On September 17th, Kinross declared a dividend of US$0.03 per common share and announced a robust three-year guidance with production expected to steadily increase by 20% to 2.9 million gold equivalent ounces in 2023, and an overall downward trend in costs to drive strong free cash flow.
To learn more, view the release here.
“With our investment grade balance sheet, strong free cash flow, significant margins and substantial cash position, we are pleased to return capital to our shareholders in the form of a dividend,” said J. Paul Rollinson, President and CEO. “We expect to increase our production by approximately half a million gold equivalent ounces, or 20%, to 2.9 million ounces over the next three years, which is indicative of the strength of our global portfolio and our ability to optimize mine plans and find value-enhancing opportunities. We are also studying further organic development options given our attractive pipeline of projects and promising exploration results. Our growing production profile, combined with our declining cost structure, is expected to drive strong and growing free cash flow.”

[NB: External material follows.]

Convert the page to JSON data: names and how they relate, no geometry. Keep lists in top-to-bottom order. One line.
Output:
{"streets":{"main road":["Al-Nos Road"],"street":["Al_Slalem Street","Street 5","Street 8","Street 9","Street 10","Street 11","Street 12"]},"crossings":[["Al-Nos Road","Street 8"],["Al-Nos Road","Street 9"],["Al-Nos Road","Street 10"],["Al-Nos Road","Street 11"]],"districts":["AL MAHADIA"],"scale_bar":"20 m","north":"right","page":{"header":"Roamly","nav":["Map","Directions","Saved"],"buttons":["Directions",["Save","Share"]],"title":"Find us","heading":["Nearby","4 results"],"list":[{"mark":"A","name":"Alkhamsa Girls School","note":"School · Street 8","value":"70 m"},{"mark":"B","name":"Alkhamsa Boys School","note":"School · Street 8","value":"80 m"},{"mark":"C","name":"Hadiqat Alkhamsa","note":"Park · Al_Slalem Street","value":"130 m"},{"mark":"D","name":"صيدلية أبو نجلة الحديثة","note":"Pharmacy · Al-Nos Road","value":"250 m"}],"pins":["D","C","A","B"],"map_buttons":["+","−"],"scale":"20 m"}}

The expected production growth represents additional ounces enabled by planned life of mine extensions and projects due to our past investments, continuous improvement programs, and an exploration strategy focused on prospects around existing operations.
In addition to the special dividend, Kinross’ Board approved a plan to pay a quarterly dividend of US$0.03 per share.
Kinross has also reinstated its 2020 production guidance of 2.4 million gold equivalent oz., at a production cost of sales of $720 per Au eq. oz., all-in sustaining costs of $970 per Au eq. oz. and capital expenditures of $900 million. The company remains on track to meet this guidance for the year.